Data records:
==*==

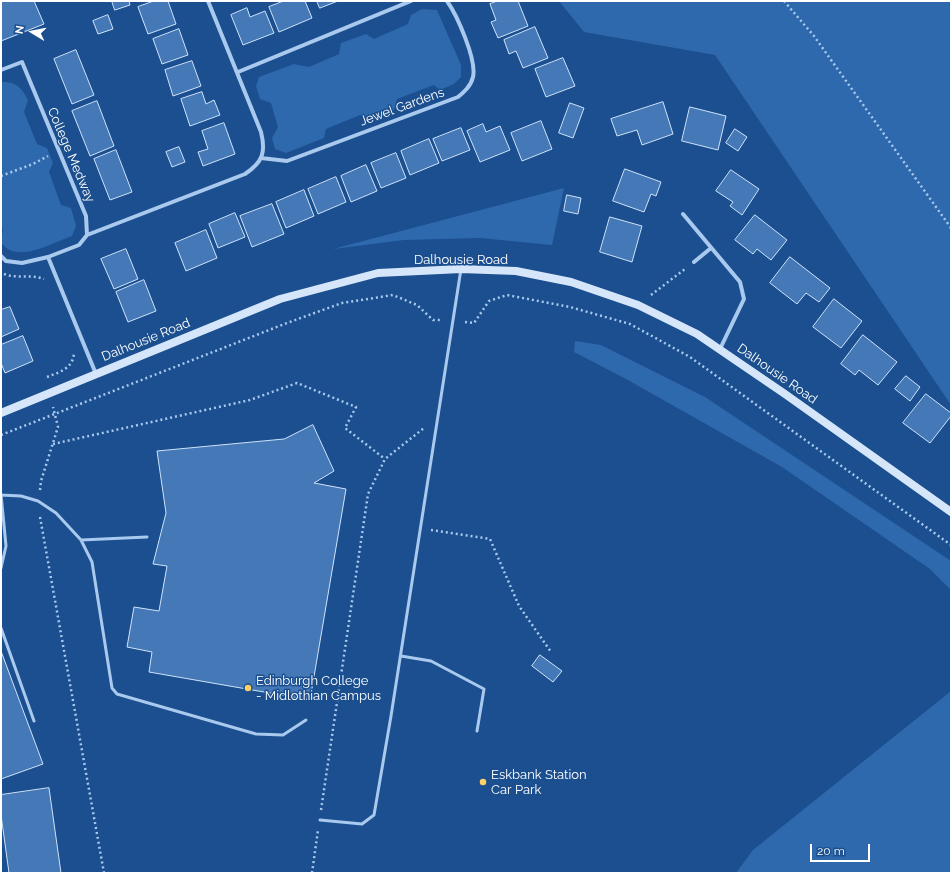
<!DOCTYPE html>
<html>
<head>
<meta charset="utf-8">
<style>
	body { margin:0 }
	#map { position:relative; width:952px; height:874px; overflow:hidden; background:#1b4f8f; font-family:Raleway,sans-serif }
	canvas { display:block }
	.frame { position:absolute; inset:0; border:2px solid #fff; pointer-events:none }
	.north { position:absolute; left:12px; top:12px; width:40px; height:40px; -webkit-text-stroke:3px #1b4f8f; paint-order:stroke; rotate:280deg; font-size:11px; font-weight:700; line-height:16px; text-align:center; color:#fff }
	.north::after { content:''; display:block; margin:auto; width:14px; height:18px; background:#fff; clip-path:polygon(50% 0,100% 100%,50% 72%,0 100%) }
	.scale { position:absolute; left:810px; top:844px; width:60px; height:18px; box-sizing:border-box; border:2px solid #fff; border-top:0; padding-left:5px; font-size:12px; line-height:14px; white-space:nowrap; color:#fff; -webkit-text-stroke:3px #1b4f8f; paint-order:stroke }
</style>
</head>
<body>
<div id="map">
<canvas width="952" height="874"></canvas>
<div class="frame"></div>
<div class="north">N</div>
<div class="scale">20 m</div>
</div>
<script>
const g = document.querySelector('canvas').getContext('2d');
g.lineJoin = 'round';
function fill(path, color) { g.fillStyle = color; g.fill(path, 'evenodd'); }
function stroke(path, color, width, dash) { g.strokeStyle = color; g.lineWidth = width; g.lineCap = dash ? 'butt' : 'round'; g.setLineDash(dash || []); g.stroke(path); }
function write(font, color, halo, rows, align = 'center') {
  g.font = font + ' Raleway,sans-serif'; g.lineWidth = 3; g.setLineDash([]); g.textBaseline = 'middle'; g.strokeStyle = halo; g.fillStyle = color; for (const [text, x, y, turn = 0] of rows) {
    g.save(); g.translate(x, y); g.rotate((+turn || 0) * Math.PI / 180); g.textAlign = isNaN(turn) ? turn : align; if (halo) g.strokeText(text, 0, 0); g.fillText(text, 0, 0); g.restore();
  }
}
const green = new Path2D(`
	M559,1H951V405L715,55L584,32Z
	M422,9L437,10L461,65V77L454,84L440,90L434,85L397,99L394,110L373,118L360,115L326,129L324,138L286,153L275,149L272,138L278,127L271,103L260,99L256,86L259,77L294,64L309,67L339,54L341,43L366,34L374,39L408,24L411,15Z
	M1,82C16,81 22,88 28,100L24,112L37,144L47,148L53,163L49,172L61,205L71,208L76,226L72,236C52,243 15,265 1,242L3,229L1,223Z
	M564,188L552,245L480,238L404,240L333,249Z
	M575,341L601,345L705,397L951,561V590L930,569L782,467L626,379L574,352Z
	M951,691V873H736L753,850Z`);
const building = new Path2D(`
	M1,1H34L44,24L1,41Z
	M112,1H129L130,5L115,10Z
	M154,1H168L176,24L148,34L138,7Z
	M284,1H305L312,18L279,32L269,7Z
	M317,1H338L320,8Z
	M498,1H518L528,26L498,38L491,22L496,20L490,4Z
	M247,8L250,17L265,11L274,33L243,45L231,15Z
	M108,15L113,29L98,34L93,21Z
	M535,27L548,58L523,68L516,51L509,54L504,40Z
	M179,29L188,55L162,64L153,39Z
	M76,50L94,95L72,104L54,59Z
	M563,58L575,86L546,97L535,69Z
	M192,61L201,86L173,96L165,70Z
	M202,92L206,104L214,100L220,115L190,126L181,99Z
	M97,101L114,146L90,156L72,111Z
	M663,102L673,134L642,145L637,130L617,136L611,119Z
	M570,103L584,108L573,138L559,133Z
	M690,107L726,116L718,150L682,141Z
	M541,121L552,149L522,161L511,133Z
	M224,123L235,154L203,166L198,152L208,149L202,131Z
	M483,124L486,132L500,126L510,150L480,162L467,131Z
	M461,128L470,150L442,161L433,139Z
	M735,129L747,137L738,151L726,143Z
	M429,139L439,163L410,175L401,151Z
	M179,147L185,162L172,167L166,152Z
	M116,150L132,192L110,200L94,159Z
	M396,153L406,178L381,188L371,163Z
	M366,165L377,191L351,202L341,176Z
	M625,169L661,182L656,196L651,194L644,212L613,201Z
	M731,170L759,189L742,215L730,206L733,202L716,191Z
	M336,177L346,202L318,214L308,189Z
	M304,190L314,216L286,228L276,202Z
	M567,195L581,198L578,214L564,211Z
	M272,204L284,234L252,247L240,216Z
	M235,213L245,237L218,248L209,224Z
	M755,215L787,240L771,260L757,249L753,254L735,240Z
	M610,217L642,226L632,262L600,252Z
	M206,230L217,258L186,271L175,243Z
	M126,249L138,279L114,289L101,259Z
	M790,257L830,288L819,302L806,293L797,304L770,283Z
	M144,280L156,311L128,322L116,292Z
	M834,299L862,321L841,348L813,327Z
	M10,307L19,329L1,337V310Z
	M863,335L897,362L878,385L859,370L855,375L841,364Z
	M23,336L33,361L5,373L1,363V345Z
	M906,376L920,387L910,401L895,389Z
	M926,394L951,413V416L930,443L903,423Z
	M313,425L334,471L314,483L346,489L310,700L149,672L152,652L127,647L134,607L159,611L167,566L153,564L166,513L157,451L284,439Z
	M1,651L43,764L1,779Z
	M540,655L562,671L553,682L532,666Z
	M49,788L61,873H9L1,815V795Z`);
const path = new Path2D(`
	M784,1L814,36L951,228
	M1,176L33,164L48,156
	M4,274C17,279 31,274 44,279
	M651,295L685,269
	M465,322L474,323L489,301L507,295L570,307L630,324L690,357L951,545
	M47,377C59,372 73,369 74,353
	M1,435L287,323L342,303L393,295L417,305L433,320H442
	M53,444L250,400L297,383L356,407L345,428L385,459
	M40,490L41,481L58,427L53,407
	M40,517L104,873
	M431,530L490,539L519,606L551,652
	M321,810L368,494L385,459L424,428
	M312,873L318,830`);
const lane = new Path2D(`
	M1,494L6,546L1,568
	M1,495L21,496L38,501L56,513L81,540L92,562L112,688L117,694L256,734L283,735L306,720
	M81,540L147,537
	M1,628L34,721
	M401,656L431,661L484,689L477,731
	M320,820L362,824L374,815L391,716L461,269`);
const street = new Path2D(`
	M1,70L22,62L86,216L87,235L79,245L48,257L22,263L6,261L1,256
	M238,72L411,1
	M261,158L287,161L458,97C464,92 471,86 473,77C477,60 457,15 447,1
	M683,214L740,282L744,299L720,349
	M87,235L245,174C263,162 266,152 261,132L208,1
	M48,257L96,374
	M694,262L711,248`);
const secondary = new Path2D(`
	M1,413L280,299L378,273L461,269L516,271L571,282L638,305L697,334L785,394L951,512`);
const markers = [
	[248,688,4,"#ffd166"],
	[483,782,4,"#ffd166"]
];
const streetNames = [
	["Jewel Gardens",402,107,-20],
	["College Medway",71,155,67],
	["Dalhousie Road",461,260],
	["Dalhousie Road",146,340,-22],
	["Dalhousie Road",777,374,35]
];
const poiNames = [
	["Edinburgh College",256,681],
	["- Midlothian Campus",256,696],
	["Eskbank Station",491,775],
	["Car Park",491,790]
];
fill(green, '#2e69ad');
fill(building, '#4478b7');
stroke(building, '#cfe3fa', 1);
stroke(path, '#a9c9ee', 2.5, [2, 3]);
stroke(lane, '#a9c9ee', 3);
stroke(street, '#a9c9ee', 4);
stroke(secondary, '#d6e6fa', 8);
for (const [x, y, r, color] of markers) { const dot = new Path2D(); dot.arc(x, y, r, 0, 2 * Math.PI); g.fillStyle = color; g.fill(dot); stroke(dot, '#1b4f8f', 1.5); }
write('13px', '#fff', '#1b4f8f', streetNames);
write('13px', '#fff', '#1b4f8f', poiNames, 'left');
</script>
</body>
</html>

==*==

■ What is needed ■
Filter the preceding entries down to the lines with "strokeStyle".

■ Worked solution ■
function stroke(path, color, width, dash) { g.strokeStyle = color; g.lineWidth = width; g.lineCap = dash ? 'butt' : 'round'; g.setLineDash(dash || []); g.stroke(path); }
  g.font = font + ' Raleway,sans-serif'; g.lineWidth = 3; g.setLineDash([]); g.textBaseline = 'middle'; g.strokeStyle = halo; g.fillStyle = color; for (const [text, x, y, turn = 0] of rows) {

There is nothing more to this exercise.